Como experiencia, la situación tiene un aspecto muy distinto. El viajero solitario es un peligro. Lo miran torcido en los circuitos turísticos. De alguna manera, sin embargo, se las ingenian para lidiar con él: la manicura del hotel hace alguna hora extra o hay una de esas putas que, ¡oh casualidad!, está sentada sola en el cabaret donde termina el tour nocturno. Pero en los lugares no turísticos el solitario se transforma en una amenaza insólita; un huno descolgado de la horda, más vulnerable que amenazador. Lo digo yo, ahora; por más que te hagas el bueno y digas que «sí» a todo, todos te tienden alguna trampa: las putas, los restaurantes, los taxímetreros.
Viajar así resulta una experiencia multiplicada de lo que significa ir solo al cine o al teatro. Lo sé. Odio a esos idiotas que no pueden despegar ni a la esquina sin que su entrepierna complementaria los siga a dos pasos. Nadie me convencerá de que creen en el arte. Muy lindo los actores, el texto, el director, el mensaje, la charla en el bar después de la función, pero sin la entrepierna complementaria sudando —y a veces sangrando— al alcance de la mano, no van ni a la esquina. Con los viajes es igual: la pinacoteca, el castillo, todo muy bonito, pero sin la pareja al lado, no salen de casa.

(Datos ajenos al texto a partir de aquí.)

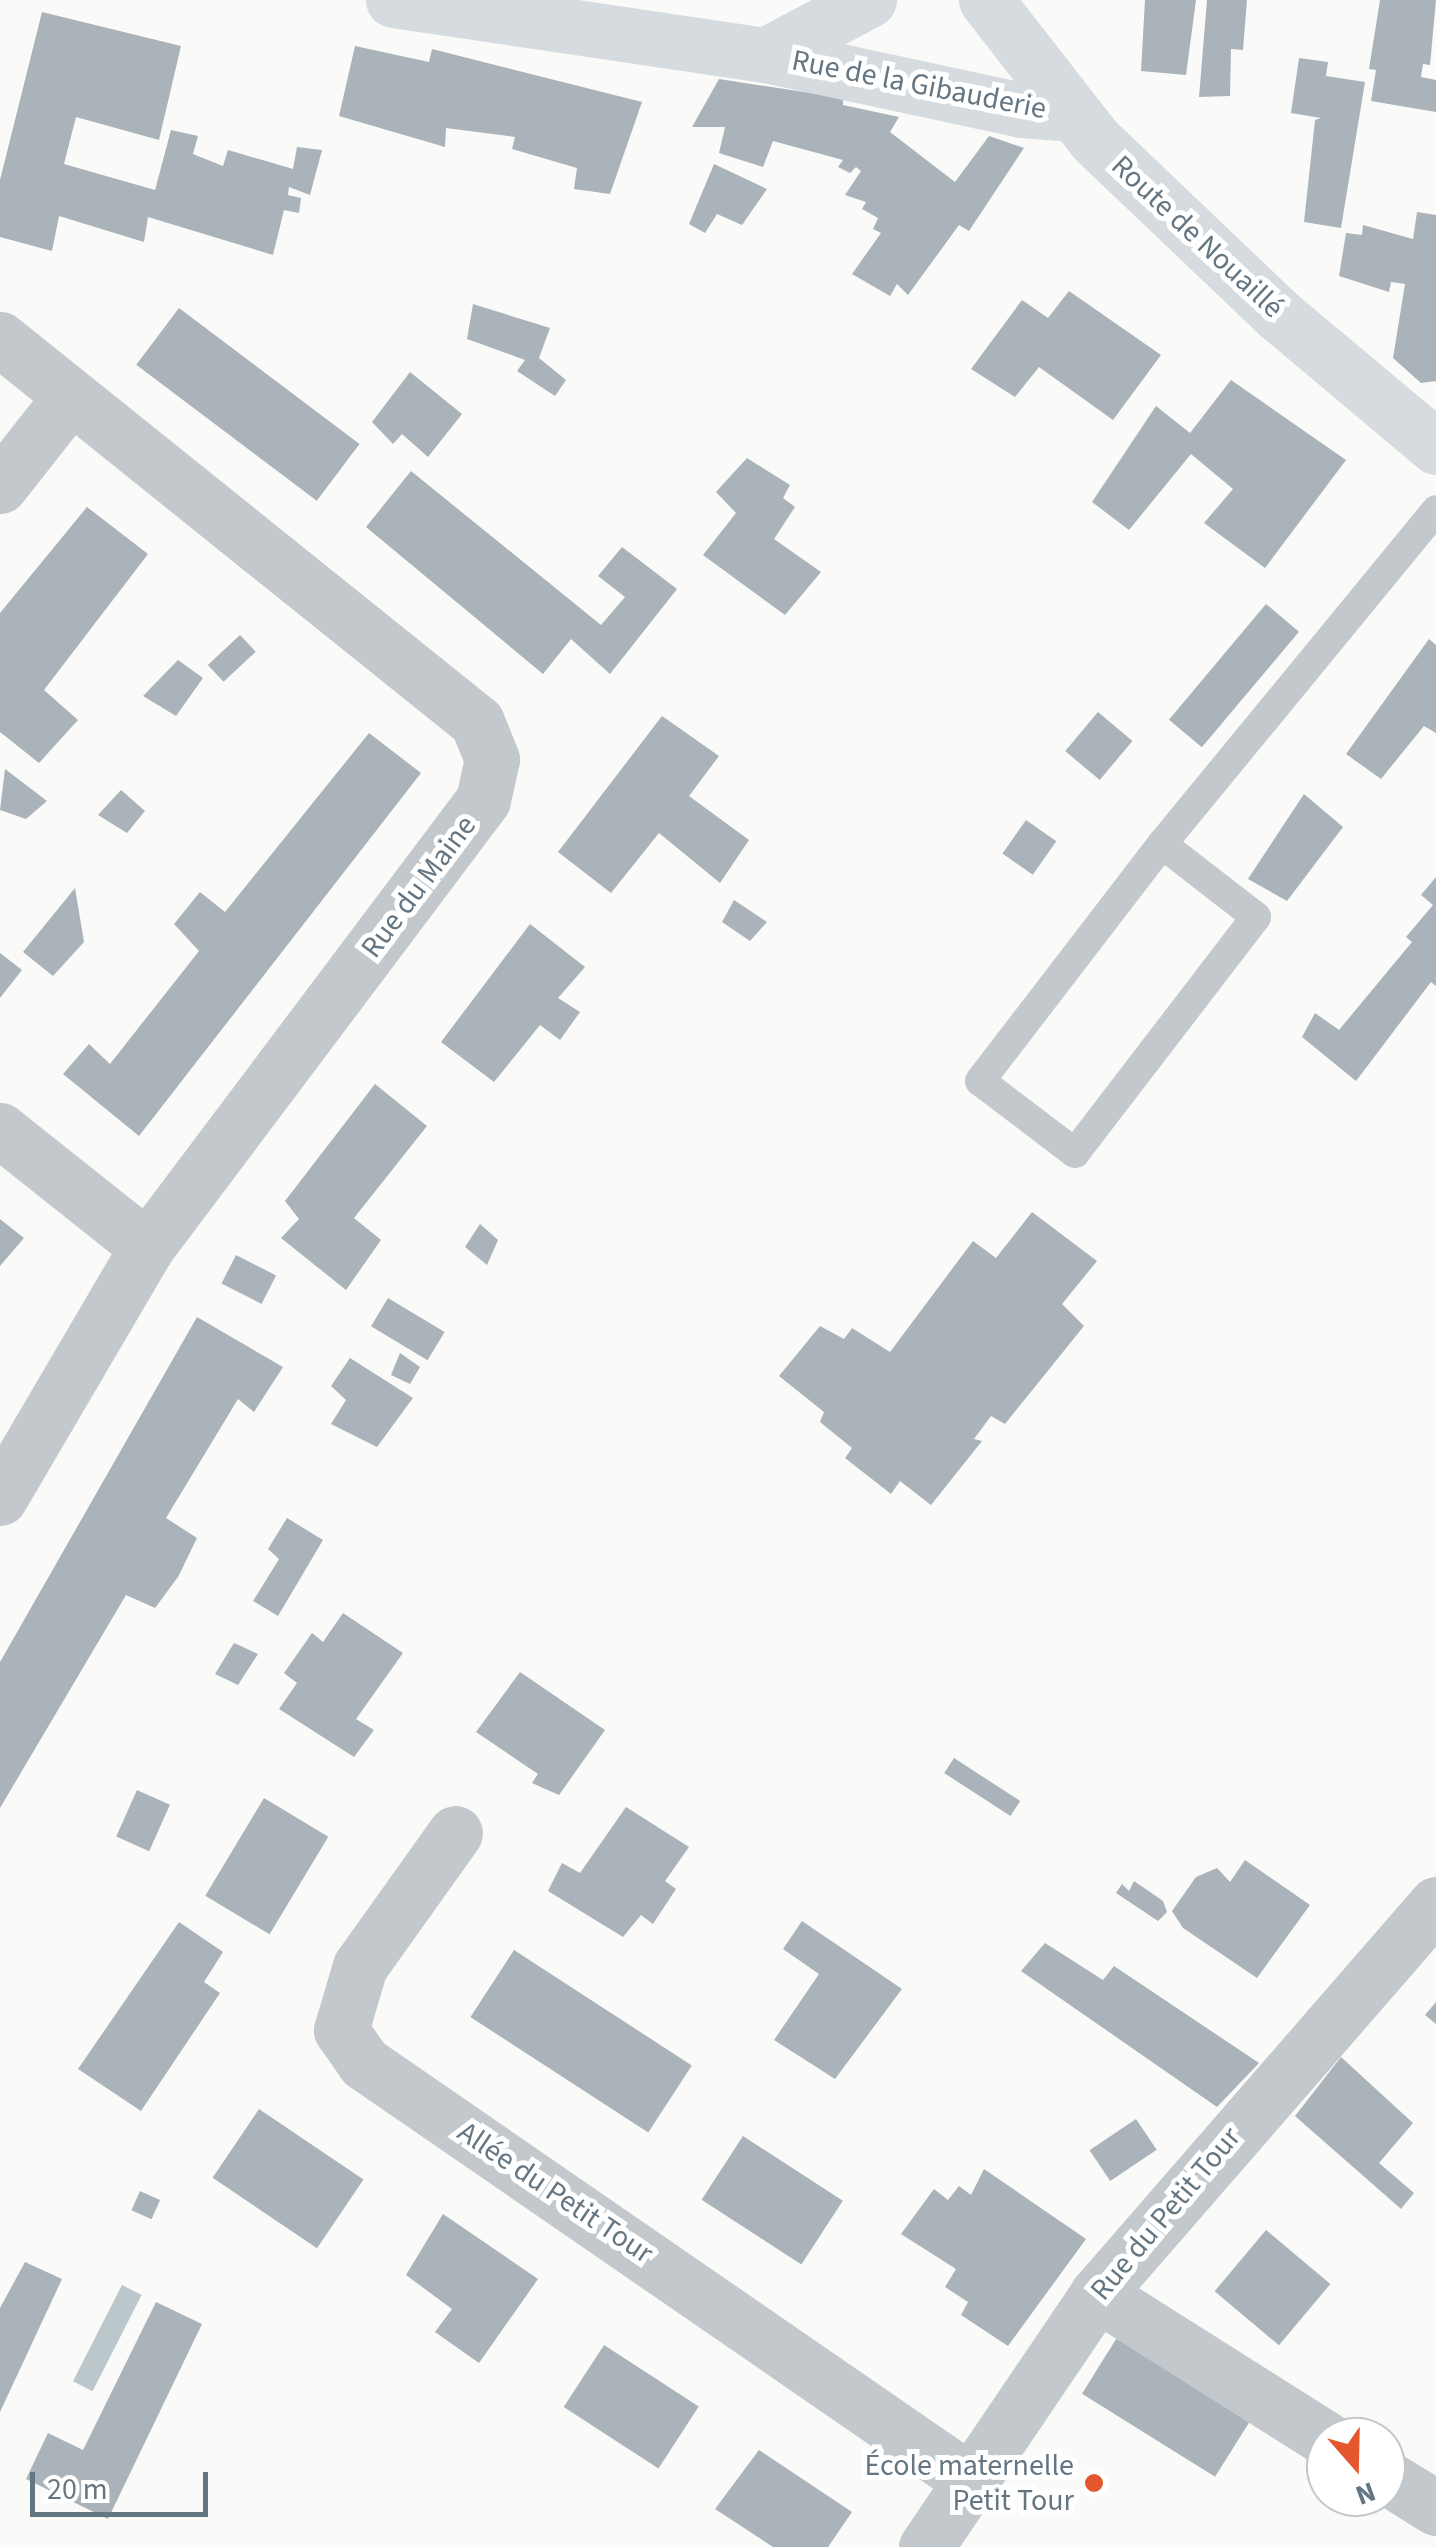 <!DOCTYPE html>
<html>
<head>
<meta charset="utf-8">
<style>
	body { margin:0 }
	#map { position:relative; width:1436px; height:2547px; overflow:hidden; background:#fafaf8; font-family:"Source Sans 3",sans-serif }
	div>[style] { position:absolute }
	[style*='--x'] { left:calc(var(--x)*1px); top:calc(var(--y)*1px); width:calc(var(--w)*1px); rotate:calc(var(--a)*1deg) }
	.water>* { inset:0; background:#bbc7cb; transform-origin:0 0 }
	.building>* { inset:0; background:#aab3b9; transform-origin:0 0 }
	.lane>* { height:30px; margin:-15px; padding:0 15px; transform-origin:15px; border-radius:15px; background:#c3c8cc }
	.street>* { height:55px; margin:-27.5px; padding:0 27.5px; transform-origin:27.5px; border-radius:27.5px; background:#c3c8cc }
	.secondary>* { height:55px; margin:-27.5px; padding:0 27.5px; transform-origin:27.5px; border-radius:27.5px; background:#d6dbdf }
	.dots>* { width:28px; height:28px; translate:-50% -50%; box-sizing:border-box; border:5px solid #fff; border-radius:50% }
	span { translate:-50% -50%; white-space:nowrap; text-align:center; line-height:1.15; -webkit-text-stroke:10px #fff; paint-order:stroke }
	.street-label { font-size:30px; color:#657683 }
	.poi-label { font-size:30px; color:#657683 }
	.right { translate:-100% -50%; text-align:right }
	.north { position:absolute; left:1306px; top:2417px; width:100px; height:100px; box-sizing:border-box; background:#fff; border:2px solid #c1c8cd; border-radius:50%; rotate:160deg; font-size:28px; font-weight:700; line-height:40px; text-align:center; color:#657683 }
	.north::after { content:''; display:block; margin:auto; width:35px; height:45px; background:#e4572e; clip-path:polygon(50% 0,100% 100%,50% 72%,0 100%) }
	.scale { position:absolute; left:30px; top:2472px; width:178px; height:45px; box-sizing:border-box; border:5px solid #657683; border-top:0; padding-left:12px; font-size:30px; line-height:35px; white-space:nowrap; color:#657683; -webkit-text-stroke:8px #fff; paint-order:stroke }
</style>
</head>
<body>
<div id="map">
	<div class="water">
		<div style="left:122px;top:2285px;width:22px;height:108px;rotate:27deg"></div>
	</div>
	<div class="building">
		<div style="clip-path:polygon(1145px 0,1196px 0,1186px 75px,1141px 71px)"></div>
		<div style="clip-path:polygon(1207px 0,1247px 0,1243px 50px,1231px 49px,1230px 96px,1199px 97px)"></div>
		<div style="clip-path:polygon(1380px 0,1436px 0,1430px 65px,1423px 64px,1421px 77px,1436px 80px,1436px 112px,1371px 101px,1376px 70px,1369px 69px)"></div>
		<div style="clip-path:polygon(42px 12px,181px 46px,159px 140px,76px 117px,64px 164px,155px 190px,171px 130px,198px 136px,193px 154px,223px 166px,228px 150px,293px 169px,297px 147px,322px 150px,310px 195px,289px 187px,288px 195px,301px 198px,299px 213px,284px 210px,273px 255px,148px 217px,144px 242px,59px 216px,52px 251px,0 237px,0 180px)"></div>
		<div style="clip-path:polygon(355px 46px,429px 62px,432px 49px,642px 102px,610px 194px,574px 189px,577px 168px,512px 149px,515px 137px,446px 128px,445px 147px,339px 116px)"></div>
		<div style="clip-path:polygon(1299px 58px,1328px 62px,1326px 76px,1365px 82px,1341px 228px,1304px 222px,1315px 120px,1321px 118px,1291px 113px)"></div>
		<div style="clip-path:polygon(719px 79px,843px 98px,843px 105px,899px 117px,890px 132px,955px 182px,989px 136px,1024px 148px,969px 231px,959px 225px,908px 295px,897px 284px,890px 296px,852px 274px,881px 233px,873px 229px,878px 218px,862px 209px,866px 202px,845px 195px,861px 171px,856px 167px,850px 173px,838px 167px,843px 160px,773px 141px,763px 167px,719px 153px,725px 127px,692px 127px)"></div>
		<div style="clip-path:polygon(714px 164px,767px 189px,742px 225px,717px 214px,705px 233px,689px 224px)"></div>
		<div style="clip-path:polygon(1417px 212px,1436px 215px,1436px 381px,1421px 383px,1393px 358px,1405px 284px,1391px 282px,1389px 292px,1339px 276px,1346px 233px,1362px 235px,1363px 225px,1413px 239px)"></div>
		<div style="clip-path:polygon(1069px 291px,1161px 355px,1113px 420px,1039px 367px,1015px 397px,971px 369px,1022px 300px,1048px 318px)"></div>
		<div style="clip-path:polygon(473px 304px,550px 328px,539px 358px,566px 380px,555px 396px,517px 371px,525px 360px,467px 339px)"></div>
		<div style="left:179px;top:308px;width:226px;height:71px;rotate:37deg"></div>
		<div style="clip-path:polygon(410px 372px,462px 414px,428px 457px,402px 434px,393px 444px,372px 422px)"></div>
		<div style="clip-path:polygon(1231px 380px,1346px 460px,1265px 568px,1204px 523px,1233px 489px,1191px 454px,1129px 530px,1092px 502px,1156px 406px,1190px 433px)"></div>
		<div style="clip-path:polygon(747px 458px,790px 485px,783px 498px,795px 507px,774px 539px,821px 572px,785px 615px,703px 555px,736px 513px,716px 492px)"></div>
		<div style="clip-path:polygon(411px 471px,601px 625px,625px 597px,598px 576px,622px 547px,677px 589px,610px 674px,571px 639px,543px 674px,366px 527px)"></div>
		<div style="clip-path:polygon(87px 507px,148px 554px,44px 690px,78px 720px,39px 763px,0 732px,0 613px)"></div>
		<div style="left:1266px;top:604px;width:43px;height:151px;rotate:40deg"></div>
		<div style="left:240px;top:635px;width:23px;height:44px;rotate:47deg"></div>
		<div style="clip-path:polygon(1429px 639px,1436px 645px,1436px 733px,1424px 726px,1381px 779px,1346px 754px)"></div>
		<div style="clip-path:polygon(178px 660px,203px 678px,176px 716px,143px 696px)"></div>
		<div style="left:1098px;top:712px;width:45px;height:51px;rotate:40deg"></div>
		<div style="clip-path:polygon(662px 716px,719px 756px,689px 796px,749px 840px,720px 883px,659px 833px,611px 893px,558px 852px)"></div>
		<div style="clip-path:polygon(369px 733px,421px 773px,139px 1136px,63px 1074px,89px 1044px,110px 1064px,199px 951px,174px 924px,200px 892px,225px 912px)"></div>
		<div style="clip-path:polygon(5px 769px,47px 801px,26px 819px,0 810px)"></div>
		<div style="clip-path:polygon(121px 790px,145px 811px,127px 833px,98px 815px)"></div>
		<div style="clip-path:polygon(1304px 794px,1343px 827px,1287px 901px,1248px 879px)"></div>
		<div style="left:1026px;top:820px;width:37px;height:41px;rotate:35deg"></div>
		<div style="clip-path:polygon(1436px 877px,1436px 986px,1431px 982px,1356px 1081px,1302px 1037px,1315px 1013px,1339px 1030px,1412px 942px,1406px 937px,1433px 905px,1421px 895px)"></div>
		<div style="clip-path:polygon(75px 888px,84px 942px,53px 976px,23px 952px)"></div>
		<div style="clip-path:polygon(734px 900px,767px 922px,750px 941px,722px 922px)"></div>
		<div style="clip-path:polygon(530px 924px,585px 967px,558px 998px,580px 1012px,560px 1040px,540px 1025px,494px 1082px,441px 1042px)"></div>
		<div style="clip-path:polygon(0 953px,22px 970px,0 998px)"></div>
		<div style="clip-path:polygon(375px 1084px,427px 1126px,354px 1218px,381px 1240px,346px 1290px,281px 1238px,299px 1219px,285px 1201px)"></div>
		<div style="clip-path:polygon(1032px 1212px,1097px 1261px,1062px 1304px,1084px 1326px,1005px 1424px,991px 1416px,974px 1439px,982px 1441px,931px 1505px,900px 1481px,891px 1494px,845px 1458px,852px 1448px,820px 1422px,824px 1412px,779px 1376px,820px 1326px,844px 1339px,852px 1328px,890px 1352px,973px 1241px,996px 1258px)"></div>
		<div style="clip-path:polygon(0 1219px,24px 1238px,0 1266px)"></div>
		<div style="clip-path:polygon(480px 1224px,498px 1240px,487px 1265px,465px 1247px)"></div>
		<div style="left:236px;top:1255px;width:45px;height:32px;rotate:27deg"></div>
		<div style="left:388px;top:1298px;width:66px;height:33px;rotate:31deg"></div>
		<div style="clip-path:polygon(197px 1317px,283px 1367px,254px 1412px,238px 1399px,166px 1518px,197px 1538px,178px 1577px,155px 1608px,126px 1595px,0 1808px,0 1662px)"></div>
		<div style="clip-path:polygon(400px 1353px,420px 1367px,410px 1384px,391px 1375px)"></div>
		<div style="clip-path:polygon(350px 1358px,413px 1398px,377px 1447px,331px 1424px,346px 1400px,331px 1386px)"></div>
		<div style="clip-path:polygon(287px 1518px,323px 1540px,278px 1616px,253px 1601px,279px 1559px,268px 1549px)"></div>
		<div style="clip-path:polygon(343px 1613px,403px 1653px,356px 1719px,374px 1730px,354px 1757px,279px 1709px,297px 1683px,284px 1673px,312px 1633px,323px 1642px)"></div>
		<div style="clip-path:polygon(234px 1643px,258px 1654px,238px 1685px,215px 1674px)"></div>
		<div style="clip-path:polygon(520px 1672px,605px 1730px,559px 1795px,532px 1783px,538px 1774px,476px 1732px)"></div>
		<div style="left:954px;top:1758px;width:79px;height:18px;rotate:33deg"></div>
		<div style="left:137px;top:1790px;width:36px;height:51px;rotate:24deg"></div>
		<div style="left:264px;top:1798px;width:75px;height:114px;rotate:31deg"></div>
		<div style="clip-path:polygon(626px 1807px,689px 1847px,665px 1881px,676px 1889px,653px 1924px,641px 1915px,623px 1937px,548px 1891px,562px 1863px,580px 1873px)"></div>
		<div style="clip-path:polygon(1245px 1860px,1310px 1905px,1257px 1978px,1183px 1928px,1172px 1911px,1196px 1877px,1217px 1868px,1230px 1882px)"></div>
		<div style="clip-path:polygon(1134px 1881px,1163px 1901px,1167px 1912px,1158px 1921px,1116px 1893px,1122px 1884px,1129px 1891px)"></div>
		<div style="clip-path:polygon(802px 1921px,902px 1989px,835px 2079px,774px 2040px,819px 1974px,783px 1949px)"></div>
		<div style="clip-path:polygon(179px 1922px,223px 1952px,204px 1982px,220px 1993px,141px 2111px,78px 2069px)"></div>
		<div style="clip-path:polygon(1045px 1943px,1103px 1980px,1114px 1966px,1259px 2063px,1217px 2107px,1021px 1971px)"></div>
		<div style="left:514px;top:1950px;width:212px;height:80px;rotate:33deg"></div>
		<div style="clip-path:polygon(1436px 2002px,1436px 2024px,1425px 2015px)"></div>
		<div style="clip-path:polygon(1341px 2057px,1413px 2123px,1379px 2163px,1414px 2193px,1401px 2209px,1295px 2116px)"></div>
		<div style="left:259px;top:2109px;width:126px;height:83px;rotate:34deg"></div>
		<div style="left:1136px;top:2119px;width:37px;height:56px;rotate:56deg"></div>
		<div style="left:743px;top:2136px;width:119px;height:76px;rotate:33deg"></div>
		<div style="clip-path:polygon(984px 2169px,1086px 2239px,1008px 2346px,961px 2315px,968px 2302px,945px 2287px,956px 2269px,901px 2234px,934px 2189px,948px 2200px,959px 2186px,971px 2195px)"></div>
		<div style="left:140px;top:2191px;width:22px;height:21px;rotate:24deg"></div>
		<div style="clip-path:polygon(443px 2214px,538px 2279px,479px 2363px,435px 2332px,452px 2309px,406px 2275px)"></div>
		<div style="left:1266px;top:2230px;width:84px;height:80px;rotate:40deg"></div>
		<div style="clip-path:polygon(25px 2262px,62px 2279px,0 2412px,0 2308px)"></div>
		<div style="clip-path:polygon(156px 2302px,202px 2324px,108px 2519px,26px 2479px,48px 2433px,83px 2450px)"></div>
		<div style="left:1118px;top:2336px;width:157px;height:68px;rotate:32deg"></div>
		<div style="left:604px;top:2345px;width:113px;height:74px;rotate:33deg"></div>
		<div style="clip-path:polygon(759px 2450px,852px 2512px,828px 2547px,773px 2547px,715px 2509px)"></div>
	</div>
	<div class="lane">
		<div style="--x:1162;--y:844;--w:119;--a:37.8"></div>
		<div style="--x:1256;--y:917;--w:297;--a:127.5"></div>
		<div style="--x:1075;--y:1153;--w:119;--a:-142.8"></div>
		<div style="--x:980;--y:1081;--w:299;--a:-52.5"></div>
		<div style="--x:1162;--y:844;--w:432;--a:-50.6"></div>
	</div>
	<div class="street">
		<div style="--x:0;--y:339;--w:612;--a:38.76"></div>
		<div style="--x:477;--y:722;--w:40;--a:68"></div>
		<div style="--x:492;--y:759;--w:42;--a:102.4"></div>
		<div style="--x:483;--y:800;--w:559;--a:126.93"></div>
		<div style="--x:147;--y:1247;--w:291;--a:120.4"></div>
		<div style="--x:0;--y:486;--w:113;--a:-51.8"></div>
		<div style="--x:0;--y:1130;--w:188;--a:38.5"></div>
		<div style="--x:455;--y:1833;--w:163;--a:125.5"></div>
		<div style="--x:360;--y:1966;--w:67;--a:106.5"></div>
		<div style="--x:341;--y:2030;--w:40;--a:55.1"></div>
		<div style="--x:364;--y:2063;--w:733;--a:34.56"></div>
		<div style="--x:1097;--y:2294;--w:271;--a:32.3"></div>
		<div style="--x:1386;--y:2477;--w:59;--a:31.8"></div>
		<div style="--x:926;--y:2547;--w:305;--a:-55.9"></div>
		<div style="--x:1097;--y:2294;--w:517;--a:-49"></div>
	</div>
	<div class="secondary">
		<div style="--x:393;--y:0;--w:376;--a:8.4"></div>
		<div style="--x:869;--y:0;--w:118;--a:152.1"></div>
		<div style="--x:765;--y:55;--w:262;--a:12.1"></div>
		<div style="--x:1021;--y:110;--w:53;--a:4.3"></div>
		<div style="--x:986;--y:0;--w:177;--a:52.1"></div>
		<div style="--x:1095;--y:140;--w:255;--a:43.6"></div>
		<div style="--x:1280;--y:316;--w:204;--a:40"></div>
	</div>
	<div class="dots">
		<div style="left:1094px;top:2483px;background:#e4572e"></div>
	</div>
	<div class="street-label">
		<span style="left:919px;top:85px;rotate:11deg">Rue de la Gibauderie</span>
		<span style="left:1197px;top:237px;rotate:43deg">Route de Nouaillé</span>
		<span style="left:419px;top:887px;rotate:-53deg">Rue du Maine</span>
		<span style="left:555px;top:2193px;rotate:34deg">Allée du Petit Tour</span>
		<span style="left:1166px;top:2214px;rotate:-50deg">Rue du Petit Tour</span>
	</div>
	<div class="poi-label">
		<span class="right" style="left:1074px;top:2483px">École maternelle<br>Petit Tour</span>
	</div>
	<div class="north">N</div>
	<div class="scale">20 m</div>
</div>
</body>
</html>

¿Qué mierda hago aquí? ¿Qué les explico a los habitantes de estos pueblitos? ¿Qué puedo explicarles? ¿Que Eligia, después de su segundo colgajo exitoso, con abundante sustancia en la cara, está en Ginebra, embobada por Piaget? ¿Que el dinero que yo tenía para viajar durante más de un mes me lo gasté en tres días, en whisky y una puta polinesia? ¿Que no tengo a dónde volver, porque en la clínica desocupamos nuestra habitación, y la reservamos recién para fines de este mes de septiembre? ¿Que el único valor que me quedó fue el circolare, el billete de segunda clase que permite tomar cualquier tren hasta fin de mes? ¿Que desde más de veinte noches estoy durmiendo en los trenes de segunda y tomando de lo más barato? ¿Que —como Italia es larga y estrecha— tengo que pasar un día en el sur y un día en el norte, para poder dormir unas seis o siete horas? ¿Que cuando me despierto, me bajo en el primer pueblito (y los de segunda paran en todos los pueblitos) para poder lavarme la cara, me bebo algunas grapas y camino por aldeas de cuyo nombre no me he enterado siquiera? ¿Que inevitablemente, siempre, pero siempre, encuentro maravillas repartidas al voleo, que no figuran en las historias del arte, portentos que se me aparecen a la vuelta de la esquina, como en otras ciudades se te puede aparecer un puesto de diarios o una señal de tránsito? ¿Que se te presentan con naturalidad, sin bambollas, sin que antes de doblar la esquina puedas siquiera prever si van a ser Risorgimento, neoclásicas, barrocas, renacentistas, góticas, románicas, clásicas o etruscas? ¿Qué puedo decirles a estos estúpidos que ven sus maravillas sin darse cuenta de que son maravillas?